(Saved entries)
- Opening Delimiter -

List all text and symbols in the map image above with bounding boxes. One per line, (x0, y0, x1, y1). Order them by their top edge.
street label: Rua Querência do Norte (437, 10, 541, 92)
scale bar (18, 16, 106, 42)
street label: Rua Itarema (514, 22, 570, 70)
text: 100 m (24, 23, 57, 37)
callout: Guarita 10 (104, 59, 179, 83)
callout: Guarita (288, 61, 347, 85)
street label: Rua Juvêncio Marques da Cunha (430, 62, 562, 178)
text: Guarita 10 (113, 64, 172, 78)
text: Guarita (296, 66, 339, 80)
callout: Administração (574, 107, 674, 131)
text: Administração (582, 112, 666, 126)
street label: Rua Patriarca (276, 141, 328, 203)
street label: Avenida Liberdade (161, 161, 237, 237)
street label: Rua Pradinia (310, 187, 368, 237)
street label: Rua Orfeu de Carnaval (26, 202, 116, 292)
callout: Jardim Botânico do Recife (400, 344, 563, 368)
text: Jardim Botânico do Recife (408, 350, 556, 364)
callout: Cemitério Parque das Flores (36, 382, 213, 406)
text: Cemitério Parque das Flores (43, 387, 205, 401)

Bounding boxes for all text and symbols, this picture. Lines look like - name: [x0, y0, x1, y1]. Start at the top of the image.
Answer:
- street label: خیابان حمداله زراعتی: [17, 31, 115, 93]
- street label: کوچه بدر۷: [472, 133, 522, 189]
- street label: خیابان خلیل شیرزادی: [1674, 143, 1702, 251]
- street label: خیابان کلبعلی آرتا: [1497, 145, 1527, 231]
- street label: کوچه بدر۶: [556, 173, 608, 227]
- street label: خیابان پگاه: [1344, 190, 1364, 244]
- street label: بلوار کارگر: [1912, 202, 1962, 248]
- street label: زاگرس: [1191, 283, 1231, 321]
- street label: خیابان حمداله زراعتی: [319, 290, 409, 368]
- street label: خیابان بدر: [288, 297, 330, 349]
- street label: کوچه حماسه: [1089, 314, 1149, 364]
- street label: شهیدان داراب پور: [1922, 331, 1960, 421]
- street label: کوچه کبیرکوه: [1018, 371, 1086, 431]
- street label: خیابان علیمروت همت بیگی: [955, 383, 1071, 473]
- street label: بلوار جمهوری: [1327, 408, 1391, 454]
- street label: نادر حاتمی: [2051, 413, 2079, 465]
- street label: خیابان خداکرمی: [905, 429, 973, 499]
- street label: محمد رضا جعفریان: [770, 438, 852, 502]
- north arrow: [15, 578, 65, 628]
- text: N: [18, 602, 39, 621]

- Closing Delimiter -

## What is required
Would you mind copying all of the records exactly?

## Response area
List all text and symbols in the map image above with bounding boxes. One per line, (x0, y0, x1, y1). Order them by their top edge.
street label: Rua Querência do Norte (437, 10, 541, 92)
scale bar (18, 16, 106, 42)
street label: Rua Itarema (514, 22, 570, 70)
text: 100 m (24, 23, 57, 37)
callout: Guarita 10 (104, 59, 179, 83)
callout: Guarita (288, 61, 347, 85)
street label: Rua Juvêncio Marques da Cunha (430, 62, 562, 178)
text: Guarita 10 (113, 64, 172, 78)
text: Guarita (296, 66, 339, 80)
callout: Administração (574, 107, 674, 131)
text: Administração (582, 112, 666, 126)
street label: Rua Patriarca (276, 141, 328, 203)
street label: Avenida Liberdade (161, 161, 237, 237)
street label: Rua Pradinia (310, 187, 368, 237)
street label: Rua Orfeu de Carnaval (26, 202, 116, 292)
callout: Jardim Botânico do Recife (400, 344, 563, 368)
text: Jardim Botânico do Recife (408, 350, 556, 364)
callout: Cemitério Parque das Flores (36, 382, 213, 406)
text: Cemitério Parque das Flores (43, 387, 205, 401)

Bounding boxes for all text and symbols, this picture. Lines look like - name: [x0, y0, x1, y1]. Start at the top of the image.
Answer:
- street label: خیابان حمداله زراعتی: [17, 31, 115, 93]
- street label: کوچه بدر۷: [472, 133, 522, 189]
- street label: خیابان خلیل شیرزادی: [1674, 143, 1702, 251]
- street label: خیابان کلبعلی آرتا: [1497, 145, 1527, 231]
- street label: کوچه بدر۶: [556, 173, 608, 227]
- street label: خیابان پگاه: [1344, 190, 1364, 244]
- street label: بلوار کارگر: [1912, 202, 1962, 248]
- street label: زاگرس: [1191, 283, 1231, 321]
- street label: خیابان حمداله زراعتی: [319, 290, 409, 368]
- street label: خیابان بدر: [288, 297, 330, 349]
- street label: کوچه حماسه: [1089, 314, 1149, 364]
- street label: شهیدان داراب پور: [1922, 331, 1960, 421]
- street label: کوچه کبیرکوه: [1018, 371, 1086, 431]
- street label: خیابان علیمروت همت بیگی: [955, 383, 1071, 473]
- street label: بلوار جمهوری: [1327, 408, 1391, 454]
- street label: نادر حاتمی: [2051, 413, 2079, 465]
- street label: خیابان خداکرمی: [905, 429, 973, 499]
- street label: محمد رضا جعفریان: [770, 438, 852, 502]
- north arrow: [15, 578, 65, 628]
- text: N: [18, 602, 39, 621]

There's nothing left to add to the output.